• BRIEF: Your answer should consist of each line below that contains the string "body".

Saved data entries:

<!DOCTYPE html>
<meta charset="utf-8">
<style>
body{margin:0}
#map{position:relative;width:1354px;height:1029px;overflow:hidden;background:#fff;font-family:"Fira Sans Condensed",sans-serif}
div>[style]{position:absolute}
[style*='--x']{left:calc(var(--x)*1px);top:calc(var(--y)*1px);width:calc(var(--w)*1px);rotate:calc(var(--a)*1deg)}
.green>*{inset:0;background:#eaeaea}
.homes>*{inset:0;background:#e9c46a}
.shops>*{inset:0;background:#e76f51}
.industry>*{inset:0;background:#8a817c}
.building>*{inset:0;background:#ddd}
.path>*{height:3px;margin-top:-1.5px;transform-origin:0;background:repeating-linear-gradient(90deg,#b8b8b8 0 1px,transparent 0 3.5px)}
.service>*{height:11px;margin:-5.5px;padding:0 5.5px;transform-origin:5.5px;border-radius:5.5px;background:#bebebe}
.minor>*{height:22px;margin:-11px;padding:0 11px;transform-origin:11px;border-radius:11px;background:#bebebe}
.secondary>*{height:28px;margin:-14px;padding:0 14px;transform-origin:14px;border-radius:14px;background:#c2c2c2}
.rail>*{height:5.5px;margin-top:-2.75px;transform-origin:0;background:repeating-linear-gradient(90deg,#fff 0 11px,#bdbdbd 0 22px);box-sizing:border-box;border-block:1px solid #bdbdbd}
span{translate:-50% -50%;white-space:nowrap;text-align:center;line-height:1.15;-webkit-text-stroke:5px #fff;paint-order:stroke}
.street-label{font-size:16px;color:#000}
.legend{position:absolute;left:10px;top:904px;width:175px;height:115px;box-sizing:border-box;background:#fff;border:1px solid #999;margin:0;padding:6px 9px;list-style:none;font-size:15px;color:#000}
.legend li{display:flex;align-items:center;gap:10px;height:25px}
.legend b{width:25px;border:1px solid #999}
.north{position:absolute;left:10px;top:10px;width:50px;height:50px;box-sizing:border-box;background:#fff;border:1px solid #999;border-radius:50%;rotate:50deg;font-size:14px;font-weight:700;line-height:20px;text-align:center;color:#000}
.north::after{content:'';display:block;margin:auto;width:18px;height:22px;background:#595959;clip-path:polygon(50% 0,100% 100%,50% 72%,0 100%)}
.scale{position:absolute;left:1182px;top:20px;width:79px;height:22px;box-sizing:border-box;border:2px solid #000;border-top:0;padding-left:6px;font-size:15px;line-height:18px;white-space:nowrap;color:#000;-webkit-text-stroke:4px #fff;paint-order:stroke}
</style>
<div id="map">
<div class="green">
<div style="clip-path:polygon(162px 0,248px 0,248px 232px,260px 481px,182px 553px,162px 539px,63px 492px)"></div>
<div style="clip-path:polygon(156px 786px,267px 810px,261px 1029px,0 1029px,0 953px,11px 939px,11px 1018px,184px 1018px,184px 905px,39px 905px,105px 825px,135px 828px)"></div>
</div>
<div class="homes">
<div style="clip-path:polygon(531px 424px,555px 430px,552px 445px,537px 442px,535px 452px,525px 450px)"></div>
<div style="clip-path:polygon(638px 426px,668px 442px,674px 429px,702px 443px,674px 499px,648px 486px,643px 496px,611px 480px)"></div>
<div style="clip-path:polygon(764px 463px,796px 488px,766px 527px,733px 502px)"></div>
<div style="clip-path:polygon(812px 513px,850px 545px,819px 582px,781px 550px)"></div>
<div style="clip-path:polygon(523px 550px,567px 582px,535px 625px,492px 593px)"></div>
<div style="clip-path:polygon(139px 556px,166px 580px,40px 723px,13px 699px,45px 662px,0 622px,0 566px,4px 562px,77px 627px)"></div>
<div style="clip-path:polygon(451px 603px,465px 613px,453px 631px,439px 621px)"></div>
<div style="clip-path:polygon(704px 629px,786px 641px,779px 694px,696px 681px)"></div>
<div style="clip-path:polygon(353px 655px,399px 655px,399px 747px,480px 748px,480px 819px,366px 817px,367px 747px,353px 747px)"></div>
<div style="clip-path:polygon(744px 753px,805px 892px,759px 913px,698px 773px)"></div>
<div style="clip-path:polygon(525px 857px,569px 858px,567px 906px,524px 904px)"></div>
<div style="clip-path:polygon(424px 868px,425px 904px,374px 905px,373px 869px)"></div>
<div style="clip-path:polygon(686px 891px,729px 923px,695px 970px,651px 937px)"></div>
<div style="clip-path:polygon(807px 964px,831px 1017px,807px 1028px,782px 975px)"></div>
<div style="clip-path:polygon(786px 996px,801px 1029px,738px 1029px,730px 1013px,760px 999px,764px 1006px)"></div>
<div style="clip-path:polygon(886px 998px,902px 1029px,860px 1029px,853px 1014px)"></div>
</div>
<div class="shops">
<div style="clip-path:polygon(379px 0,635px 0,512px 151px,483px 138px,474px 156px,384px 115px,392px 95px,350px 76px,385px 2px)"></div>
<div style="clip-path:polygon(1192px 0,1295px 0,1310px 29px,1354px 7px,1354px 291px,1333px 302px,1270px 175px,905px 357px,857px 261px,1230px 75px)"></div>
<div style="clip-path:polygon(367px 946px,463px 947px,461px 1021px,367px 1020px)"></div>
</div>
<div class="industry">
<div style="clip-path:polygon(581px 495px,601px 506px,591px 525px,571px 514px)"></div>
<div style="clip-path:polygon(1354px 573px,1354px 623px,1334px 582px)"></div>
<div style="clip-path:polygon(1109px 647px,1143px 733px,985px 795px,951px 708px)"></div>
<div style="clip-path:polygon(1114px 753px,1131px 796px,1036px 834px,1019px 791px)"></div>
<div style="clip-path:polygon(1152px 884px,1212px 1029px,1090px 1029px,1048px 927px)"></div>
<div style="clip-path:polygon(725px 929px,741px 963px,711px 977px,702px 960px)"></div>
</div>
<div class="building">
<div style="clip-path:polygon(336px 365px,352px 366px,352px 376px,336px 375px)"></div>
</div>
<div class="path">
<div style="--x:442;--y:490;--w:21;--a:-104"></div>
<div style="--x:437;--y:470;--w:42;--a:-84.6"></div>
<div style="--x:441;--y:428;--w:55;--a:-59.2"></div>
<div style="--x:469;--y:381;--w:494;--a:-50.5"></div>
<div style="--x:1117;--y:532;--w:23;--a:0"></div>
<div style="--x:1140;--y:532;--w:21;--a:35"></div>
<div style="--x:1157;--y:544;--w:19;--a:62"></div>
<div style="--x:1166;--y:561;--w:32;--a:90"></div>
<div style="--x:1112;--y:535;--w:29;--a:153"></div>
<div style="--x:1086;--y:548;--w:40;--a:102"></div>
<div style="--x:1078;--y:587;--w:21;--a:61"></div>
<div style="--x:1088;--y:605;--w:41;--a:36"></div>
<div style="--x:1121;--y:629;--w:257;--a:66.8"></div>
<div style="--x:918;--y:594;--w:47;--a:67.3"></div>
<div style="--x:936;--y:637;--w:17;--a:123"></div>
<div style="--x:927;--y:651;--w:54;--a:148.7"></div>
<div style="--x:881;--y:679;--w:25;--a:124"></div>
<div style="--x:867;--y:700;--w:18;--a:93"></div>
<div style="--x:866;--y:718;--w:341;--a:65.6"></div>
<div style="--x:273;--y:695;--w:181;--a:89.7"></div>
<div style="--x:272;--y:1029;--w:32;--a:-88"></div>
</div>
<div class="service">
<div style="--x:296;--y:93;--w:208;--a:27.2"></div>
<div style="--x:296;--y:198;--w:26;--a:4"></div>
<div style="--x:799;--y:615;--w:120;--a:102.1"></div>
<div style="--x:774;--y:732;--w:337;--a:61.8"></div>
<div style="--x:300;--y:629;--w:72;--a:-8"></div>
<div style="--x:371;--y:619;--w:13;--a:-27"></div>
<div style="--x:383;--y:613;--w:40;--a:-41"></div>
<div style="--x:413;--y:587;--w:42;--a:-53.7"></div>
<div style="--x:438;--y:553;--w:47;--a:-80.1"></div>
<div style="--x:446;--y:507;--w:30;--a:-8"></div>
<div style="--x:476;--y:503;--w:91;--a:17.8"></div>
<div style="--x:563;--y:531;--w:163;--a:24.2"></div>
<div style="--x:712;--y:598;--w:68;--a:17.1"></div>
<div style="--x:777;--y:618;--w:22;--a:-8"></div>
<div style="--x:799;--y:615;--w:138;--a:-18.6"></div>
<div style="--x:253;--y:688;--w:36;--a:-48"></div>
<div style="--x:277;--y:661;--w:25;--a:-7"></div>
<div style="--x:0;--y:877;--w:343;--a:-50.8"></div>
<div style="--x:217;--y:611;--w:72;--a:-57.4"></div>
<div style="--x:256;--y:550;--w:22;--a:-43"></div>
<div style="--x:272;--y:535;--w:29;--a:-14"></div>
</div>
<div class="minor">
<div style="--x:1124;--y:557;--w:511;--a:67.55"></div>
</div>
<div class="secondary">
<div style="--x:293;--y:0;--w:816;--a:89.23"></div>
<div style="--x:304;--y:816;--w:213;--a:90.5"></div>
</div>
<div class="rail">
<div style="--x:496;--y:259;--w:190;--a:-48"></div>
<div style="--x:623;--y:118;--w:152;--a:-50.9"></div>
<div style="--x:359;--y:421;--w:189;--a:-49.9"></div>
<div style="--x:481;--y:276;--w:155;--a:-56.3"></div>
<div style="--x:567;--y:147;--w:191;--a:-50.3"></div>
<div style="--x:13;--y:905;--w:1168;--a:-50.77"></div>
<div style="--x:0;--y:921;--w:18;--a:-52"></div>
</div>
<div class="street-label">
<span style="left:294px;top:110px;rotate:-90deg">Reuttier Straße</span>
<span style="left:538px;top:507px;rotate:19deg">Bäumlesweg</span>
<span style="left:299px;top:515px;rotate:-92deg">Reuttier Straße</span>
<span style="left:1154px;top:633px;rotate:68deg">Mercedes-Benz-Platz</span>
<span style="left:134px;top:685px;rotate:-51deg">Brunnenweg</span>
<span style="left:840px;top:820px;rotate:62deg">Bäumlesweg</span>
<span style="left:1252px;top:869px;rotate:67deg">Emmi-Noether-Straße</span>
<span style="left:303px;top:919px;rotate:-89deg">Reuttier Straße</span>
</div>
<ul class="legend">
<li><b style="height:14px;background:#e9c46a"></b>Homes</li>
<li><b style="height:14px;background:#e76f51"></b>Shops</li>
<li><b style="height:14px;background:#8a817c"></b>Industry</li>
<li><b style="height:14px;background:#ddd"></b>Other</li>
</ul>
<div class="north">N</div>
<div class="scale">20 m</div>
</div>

--

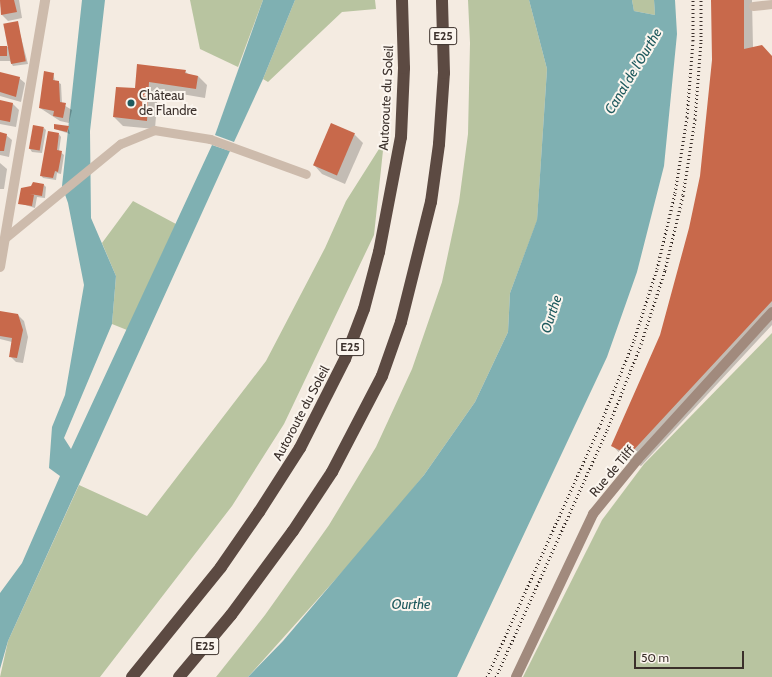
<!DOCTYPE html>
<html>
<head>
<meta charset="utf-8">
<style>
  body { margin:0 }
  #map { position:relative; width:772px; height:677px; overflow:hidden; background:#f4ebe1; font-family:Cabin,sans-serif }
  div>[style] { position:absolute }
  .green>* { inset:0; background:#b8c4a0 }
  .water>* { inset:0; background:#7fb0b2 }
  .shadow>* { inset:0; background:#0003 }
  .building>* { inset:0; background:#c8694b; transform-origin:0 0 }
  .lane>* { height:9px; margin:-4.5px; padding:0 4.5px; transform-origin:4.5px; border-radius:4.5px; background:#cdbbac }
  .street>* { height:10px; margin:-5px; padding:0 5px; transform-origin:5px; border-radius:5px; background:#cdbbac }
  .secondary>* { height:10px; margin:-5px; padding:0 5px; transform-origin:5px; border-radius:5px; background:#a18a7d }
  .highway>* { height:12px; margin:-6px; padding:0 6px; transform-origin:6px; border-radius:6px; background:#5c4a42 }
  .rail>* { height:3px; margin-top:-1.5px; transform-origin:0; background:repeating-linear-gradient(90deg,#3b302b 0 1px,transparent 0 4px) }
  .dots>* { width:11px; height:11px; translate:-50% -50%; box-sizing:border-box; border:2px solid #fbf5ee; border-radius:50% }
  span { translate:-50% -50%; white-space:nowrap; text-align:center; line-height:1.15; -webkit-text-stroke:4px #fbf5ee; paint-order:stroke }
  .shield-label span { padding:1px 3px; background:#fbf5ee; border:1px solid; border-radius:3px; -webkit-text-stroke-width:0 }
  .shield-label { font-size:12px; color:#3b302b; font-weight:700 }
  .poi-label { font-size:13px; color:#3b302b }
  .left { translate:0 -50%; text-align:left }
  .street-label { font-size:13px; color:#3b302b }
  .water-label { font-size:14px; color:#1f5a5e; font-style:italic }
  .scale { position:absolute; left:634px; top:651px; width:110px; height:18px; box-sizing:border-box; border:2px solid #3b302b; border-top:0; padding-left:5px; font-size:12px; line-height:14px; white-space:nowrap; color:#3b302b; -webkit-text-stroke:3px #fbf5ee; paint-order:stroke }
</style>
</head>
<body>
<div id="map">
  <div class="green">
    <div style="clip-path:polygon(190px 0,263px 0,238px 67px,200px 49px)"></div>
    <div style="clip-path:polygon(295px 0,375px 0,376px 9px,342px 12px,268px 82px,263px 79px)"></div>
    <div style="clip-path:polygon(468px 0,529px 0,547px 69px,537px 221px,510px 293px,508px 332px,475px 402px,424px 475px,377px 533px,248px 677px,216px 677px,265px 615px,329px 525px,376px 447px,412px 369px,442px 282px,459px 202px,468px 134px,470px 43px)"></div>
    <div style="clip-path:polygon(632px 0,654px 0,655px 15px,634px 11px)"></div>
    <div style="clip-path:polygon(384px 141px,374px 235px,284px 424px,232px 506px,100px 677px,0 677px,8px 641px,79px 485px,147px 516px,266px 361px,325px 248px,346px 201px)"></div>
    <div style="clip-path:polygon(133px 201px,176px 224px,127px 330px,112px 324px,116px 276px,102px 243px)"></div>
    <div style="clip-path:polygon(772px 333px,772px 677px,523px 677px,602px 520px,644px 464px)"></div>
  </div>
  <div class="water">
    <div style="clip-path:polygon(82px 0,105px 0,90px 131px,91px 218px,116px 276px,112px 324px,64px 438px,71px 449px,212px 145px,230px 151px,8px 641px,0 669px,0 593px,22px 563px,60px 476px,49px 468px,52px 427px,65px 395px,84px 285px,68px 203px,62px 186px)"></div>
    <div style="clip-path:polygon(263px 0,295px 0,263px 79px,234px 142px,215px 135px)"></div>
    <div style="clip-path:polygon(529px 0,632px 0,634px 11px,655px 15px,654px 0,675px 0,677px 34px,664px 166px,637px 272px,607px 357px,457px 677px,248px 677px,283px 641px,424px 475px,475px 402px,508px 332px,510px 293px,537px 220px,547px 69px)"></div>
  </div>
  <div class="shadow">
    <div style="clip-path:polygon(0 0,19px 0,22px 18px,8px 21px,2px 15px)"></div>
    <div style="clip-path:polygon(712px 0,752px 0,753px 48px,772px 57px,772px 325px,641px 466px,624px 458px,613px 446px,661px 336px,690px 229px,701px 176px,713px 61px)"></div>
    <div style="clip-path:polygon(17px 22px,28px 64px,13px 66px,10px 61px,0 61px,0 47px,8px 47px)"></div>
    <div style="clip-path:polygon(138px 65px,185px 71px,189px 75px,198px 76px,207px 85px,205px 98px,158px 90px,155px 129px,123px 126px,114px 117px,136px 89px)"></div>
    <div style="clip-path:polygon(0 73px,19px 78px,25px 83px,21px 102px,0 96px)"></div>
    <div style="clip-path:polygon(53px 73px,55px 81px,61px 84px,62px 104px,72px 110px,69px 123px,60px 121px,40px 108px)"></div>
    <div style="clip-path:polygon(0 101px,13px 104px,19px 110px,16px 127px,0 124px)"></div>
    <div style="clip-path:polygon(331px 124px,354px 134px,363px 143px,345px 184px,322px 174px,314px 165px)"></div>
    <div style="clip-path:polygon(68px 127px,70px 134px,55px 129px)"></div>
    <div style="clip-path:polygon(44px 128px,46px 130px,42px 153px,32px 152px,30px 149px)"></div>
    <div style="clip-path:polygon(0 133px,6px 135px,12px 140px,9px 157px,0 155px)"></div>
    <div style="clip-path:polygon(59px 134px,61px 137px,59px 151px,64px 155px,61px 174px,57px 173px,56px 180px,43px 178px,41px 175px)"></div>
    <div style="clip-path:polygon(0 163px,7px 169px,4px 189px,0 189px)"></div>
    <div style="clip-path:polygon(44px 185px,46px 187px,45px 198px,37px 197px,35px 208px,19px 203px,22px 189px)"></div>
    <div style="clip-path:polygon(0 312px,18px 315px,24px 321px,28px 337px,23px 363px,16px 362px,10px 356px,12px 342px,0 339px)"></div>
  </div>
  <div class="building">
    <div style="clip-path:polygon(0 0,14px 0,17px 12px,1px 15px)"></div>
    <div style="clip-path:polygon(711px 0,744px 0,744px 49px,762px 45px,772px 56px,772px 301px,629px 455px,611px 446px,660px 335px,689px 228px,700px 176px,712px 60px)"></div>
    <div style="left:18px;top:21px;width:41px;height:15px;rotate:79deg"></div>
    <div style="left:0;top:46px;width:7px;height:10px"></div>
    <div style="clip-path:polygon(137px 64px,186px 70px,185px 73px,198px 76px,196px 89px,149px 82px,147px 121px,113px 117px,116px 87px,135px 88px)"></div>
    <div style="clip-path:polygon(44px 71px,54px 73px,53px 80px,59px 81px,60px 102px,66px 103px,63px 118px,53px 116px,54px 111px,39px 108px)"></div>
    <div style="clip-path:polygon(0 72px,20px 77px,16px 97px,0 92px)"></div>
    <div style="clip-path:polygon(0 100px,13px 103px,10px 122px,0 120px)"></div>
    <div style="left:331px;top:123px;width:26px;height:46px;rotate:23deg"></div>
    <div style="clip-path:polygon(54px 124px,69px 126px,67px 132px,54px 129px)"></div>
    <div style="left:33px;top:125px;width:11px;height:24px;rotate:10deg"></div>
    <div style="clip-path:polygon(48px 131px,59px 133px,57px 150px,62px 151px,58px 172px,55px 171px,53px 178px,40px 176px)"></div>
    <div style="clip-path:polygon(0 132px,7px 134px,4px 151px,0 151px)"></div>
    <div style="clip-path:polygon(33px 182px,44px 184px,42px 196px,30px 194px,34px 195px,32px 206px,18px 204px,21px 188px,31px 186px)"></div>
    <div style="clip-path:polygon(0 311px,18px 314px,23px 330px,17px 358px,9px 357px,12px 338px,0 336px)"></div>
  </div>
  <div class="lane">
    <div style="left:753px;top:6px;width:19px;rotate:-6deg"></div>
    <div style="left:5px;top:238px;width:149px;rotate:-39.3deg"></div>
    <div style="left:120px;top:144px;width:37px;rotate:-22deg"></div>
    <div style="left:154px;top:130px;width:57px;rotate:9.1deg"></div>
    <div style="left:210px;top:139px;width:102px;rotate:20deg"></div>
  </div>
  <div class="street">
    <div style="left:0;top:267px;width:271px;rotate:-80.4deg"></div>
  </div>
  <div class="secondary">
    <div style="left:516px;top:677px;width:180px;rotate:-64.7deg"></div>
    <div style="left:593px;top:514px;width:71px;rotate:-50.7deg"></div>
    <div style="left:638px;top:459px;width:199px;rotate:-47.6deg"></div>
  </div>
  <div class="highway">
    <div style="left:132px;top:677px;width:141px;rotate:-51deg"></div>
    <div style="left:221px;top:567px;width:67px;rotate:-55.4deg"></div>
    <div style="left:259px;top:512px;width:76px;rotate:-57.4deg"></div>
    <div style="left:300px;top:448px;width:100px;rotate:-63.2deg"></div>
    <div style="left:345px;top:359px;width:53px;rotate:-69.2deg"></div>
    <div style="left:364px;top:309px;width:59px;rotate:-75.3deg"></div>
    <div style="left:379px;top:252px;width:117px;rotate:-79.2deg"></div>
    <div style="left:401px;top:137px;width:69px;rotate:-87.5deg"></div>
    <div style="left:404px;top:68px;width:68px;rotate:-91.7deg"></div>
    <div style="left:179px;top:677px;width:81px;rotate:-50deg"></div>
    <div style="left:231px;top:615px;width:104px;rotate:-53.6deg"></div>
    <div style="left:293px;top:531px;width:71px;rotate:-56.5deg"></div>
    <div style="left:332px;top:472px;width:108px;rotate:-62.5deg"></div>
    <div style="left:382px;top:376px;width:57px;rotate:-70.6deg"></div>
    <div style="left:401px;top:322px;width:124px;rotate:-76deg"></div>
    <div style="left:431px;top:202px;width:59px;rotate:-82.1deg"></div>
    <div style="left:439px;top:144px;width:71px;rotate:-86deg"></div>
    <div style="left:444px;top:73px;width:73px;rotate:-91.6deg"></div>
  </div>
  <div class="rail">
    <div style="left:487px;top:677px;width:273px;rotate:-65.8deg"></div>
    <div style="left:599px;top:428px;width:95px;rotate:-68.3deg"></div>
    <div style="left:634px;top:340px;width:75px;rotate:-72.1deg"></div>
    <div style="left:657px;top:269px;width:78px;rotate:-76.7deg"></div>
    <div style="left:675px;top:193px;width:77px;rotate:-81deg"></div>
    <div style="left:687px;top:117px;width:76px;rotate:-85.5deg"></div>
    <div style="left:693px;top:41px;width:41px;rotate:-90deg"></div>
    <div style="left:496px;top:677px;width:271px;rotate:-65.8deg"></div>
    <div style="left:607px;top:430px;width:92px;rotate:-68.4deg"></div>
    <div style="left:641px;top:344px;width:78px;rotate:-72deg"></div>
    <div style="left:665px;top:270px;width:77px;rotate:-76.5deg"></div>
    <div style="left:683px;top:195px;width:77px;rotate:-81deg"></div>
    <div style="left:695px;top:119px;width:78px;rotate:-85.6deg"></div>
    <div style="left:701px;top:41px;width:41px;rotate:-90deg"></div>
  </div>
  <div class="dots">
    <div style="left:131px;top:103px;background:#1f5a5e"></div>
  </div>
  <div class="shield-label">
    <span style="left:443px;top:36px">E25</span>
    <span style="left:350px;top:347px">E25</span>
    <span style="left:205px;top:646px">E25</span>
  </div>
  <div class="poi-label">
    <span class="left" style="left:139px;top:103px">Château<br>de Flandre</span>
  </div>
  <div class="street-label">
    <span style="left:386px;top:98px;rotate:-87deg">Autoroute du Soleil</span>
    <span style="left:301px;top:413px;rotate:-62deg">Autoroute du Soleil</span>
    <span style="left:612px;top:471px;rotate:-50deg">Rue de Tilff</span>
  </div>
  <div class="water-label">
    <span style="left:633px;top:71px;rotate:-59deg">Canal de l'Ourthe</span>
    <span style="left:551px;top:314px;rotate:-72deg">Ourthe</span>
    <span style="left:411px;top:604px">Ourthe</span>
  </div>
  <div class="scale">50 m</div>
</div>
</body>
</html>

• SOLUTION FOR THIS EXERCISE:
body{margin:0}
  body { margin:0 }
<body>
</body>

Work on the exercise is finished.